I also think we may be on the cusp of a new technology cycle (my day-to-day business is linked to the tech sector, for what it’s worth). I’d rather be wrong about this when shares are still cheap!

As a result, I decided to allocate a little extra money in March last year.

How to invest in technology

If you also want to invest more in technology, there are several different ways.

Buy technology company shares

You could invest more money in the big UK names like Autonomy or ARM, or you could buy US stocks like Apple and Google. Obviously investing in individual stocks is the riskiest strategy.

Invest via a fund or investment trust

I wouldn’t bother looking at funds, which are often expensive and can be restrictive. I prefer investment trusts [4], and got my extra exposure via the Polar Capital Technology trust.

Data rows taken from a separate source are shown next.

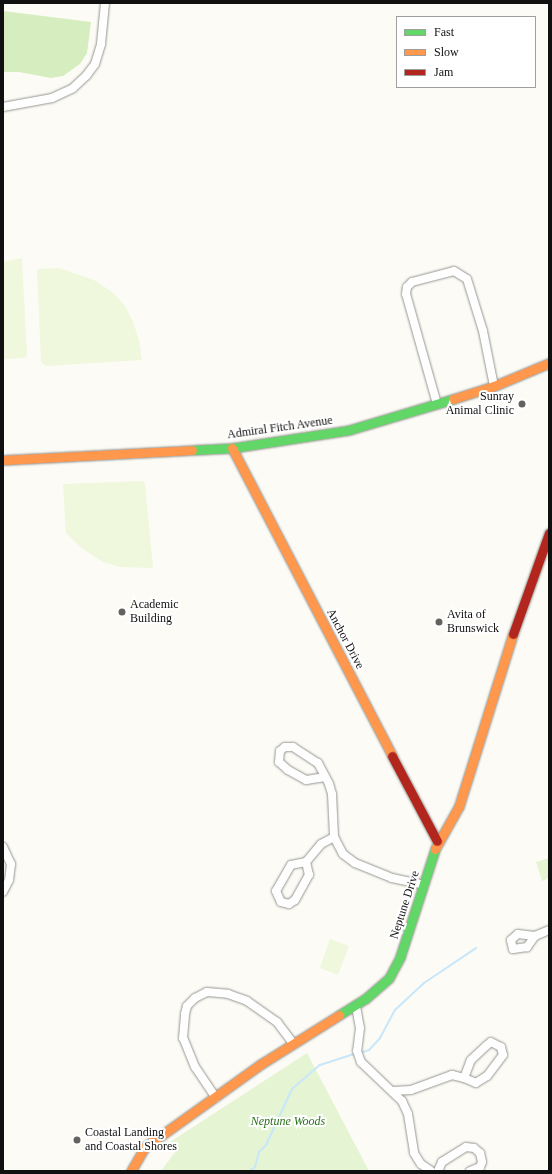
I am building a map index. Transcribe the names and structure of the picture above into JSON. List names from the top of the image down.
{
  "streets": {
    "street": ["Admiral Fitch Avenue", "Anchor Drive", "Neptune Drive"]
  },
  "crossings": [
    ["Admiral Fitch Avenue", "Anchor Drive"],
    ["Anchor Drive", "Neptune Drive"]
  ],
  "parks": ["Neptune Woods"],
  "places": [
    "Sunray Animal Clinic",
    "Academic Building",
    "Avita of Brunswick",
    "Coastal Landing and Coastal Shores"
  ],
  "legend": ["Fast", "Slow", "Jam"]
}
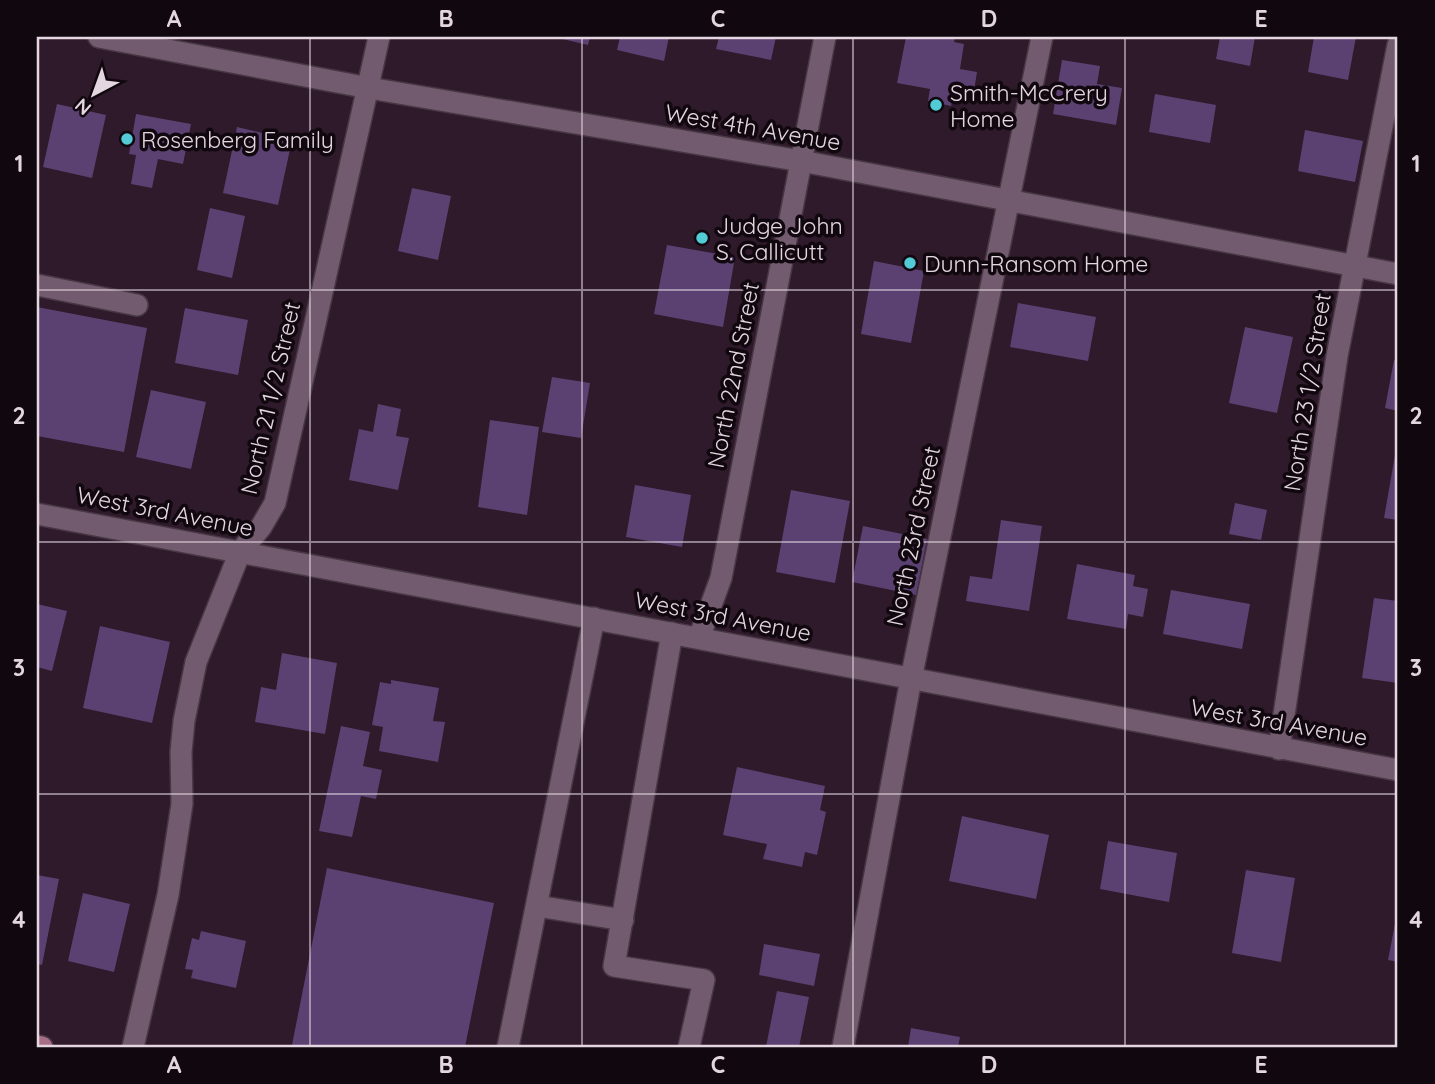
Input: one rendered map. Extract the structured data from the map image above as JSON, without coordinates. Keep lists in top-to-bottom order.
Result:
{
  "streets": {
    "street": [
      "West 4th Avenue",
      "North 22nd Street",
      "North 23 1/2 Street",
      "North 21 1/2 Street",
      "West 3rd Avenue",
      "North 23rd Street"
    ]
  },
  "crossings": [
    ["West 4th Avenue", "North 22nd Street"],
    ["West 4th Avenue", "North 23 1/2 Street"],
    ["West 4th Avenue", "North 21 1/2 Street"],
    ["West 4th Avenue", "North 23rd Street"],
    ["North 22nd Street", "West 3rd Avenue"],
    ["North 23 1/2 Street", "West 3rd Avenue"],
    ["North 21 1/2 Street", "West 3rd Avenue"],
    ["West 3rd Avenue", "North 23rd Street"]
  ],
  "places": [
    "Smith-McCrery Home",
    "Rosenberg Family",
    "Judge John S. Callicutt",
    "Dunn-Ransom Home"
  ],
  "north": "bottom left",
  "grid": {
    "columns": [
      "A",
      "B",
      "C",
      "D",
      "E"
    ],
    "rows": [
      "1",
      "2",
      "3",
      "4"
    ]
  }
}
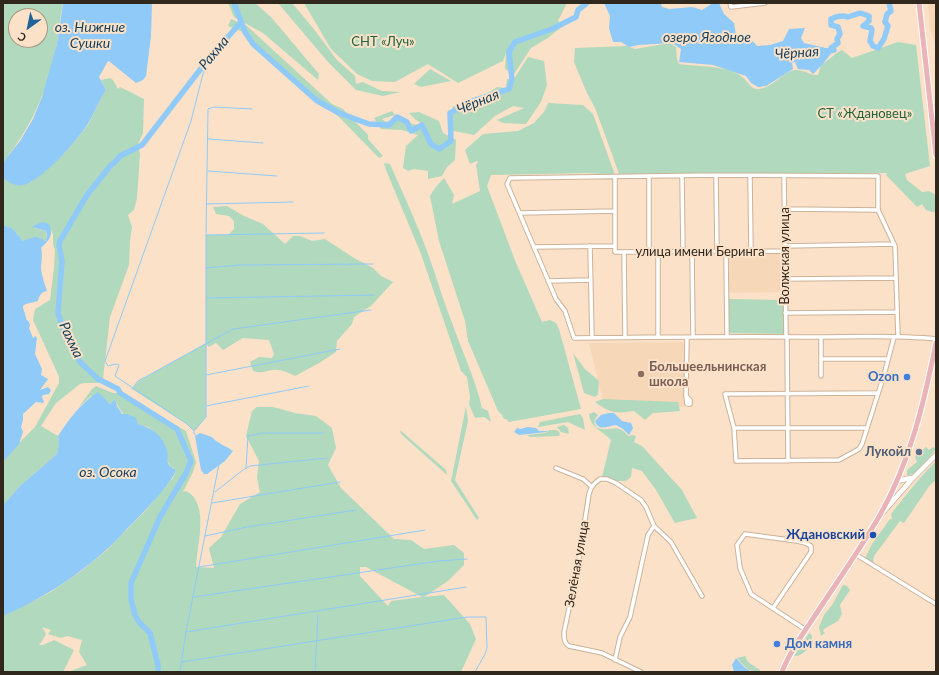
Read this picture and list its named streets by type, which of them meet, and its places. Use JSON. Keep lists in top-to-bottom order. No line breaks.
{"streets":{"street":["улица имени Беринга","Волжская улица","Зелёная улица"]},"crossings":[["улица имени Беринга","Волжская улица"]],"water":["оз. Нижние Сушки","озеро Ягодное","Рахма","Чёрная","оз. Осока"],"parks":["СНТ «Луч»","СТ «Ждановец»"],"places":["Большеельнинская школа","Ozon","Лукойл","Ждановский","Дом камня"],"north":"bottom left"}
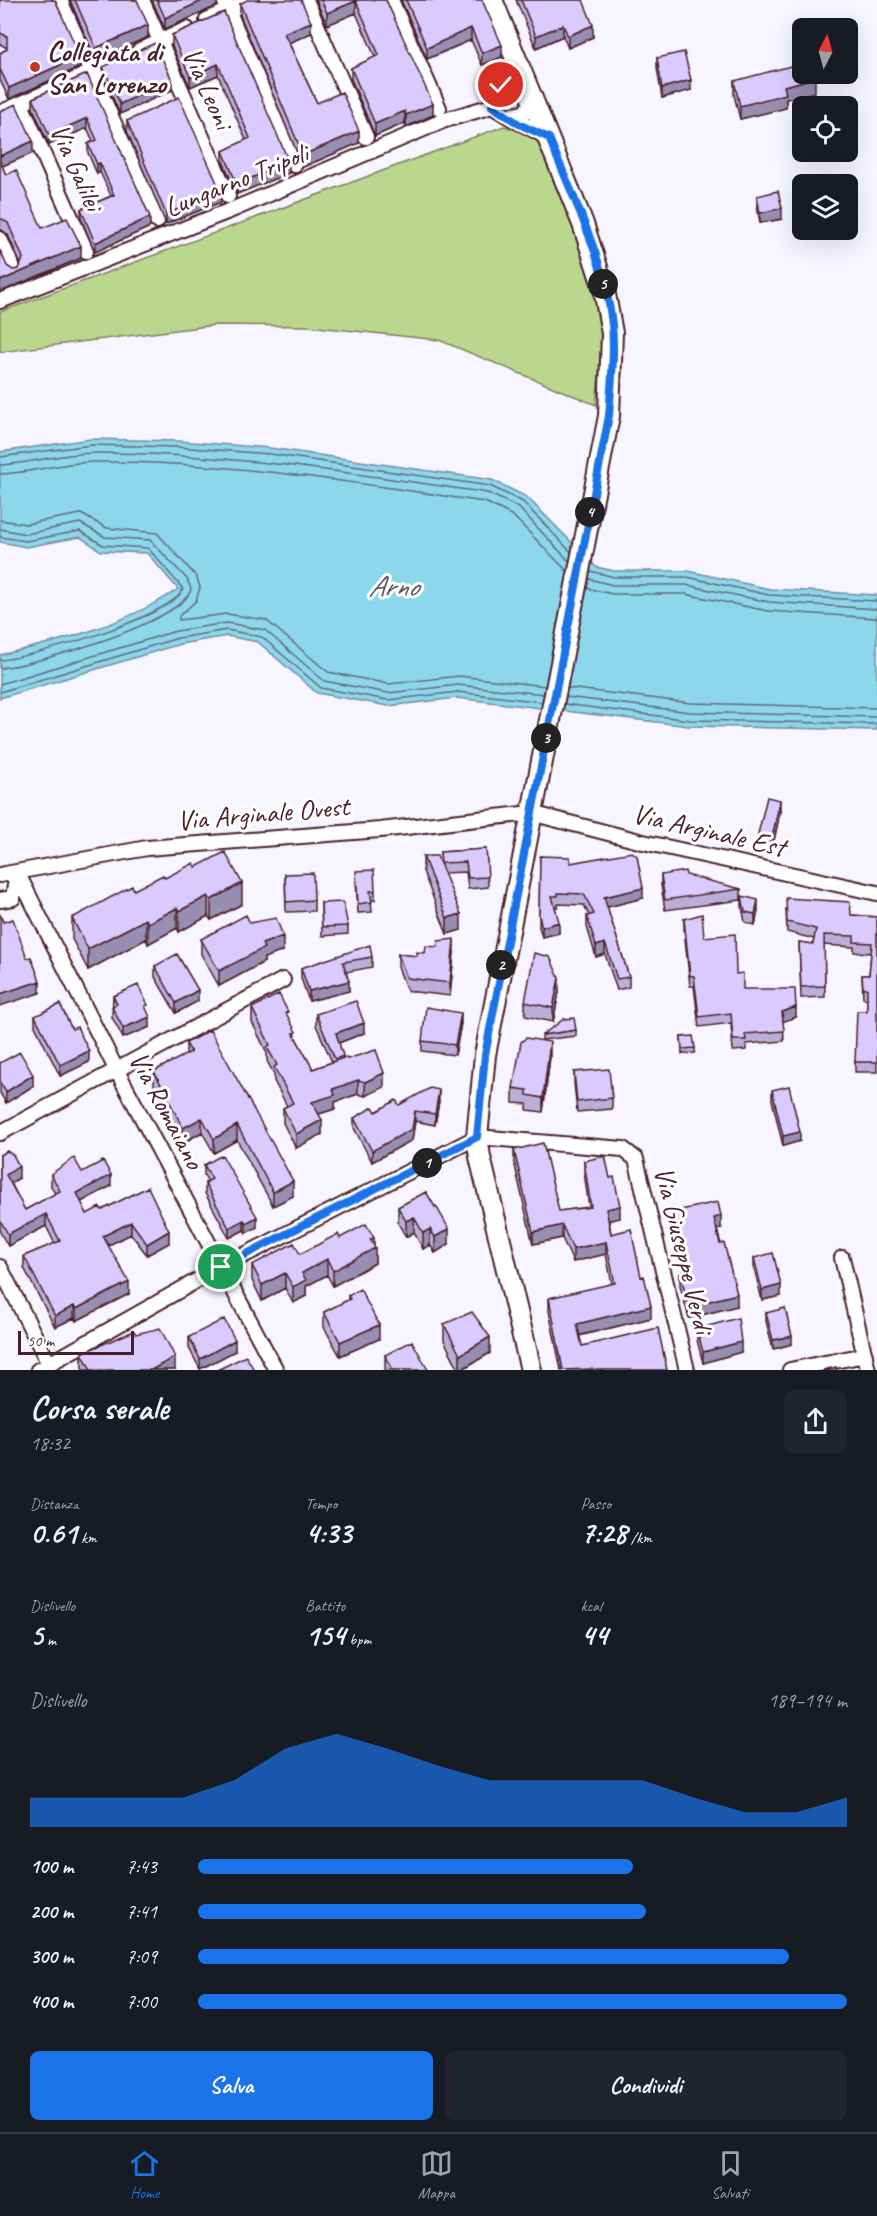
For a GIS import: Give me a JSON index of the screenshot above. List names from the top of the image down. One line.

Beware: It’s up about 80% since then!

Technology ETFs and index trackers

There are no technology ETFs issued by iShares, my preferred UK ETF provider (yet it finds room for water, timber and Shari-ah ETFs!) Legal & General provides an index tracking fund following a basket of 100 technology shares, though with charges of 1% a year, it’s expensive for a passive vehicle.

Track the Nasdaq

This is probably the easiest way for a private investor to ‘bolt-on’ extra technology exposure if you’re comfortable buying a US-based ETF. (If you know of a UK-listed Nasdaq tracking ETF, please let us know below).

Note: Technology investments are very exposed to the dollar, which will add currency risk [5] to your portfolio. (That is, your technology investment may go up or down depending on the value of the dollar).

How much extra should you invest in technology? That’s the $37 billion question!

Personally, I put just 2% of so of my equity allocation into the Polar Capital Trust, which I intend to hold until the next ridiculous bubble for the long-term.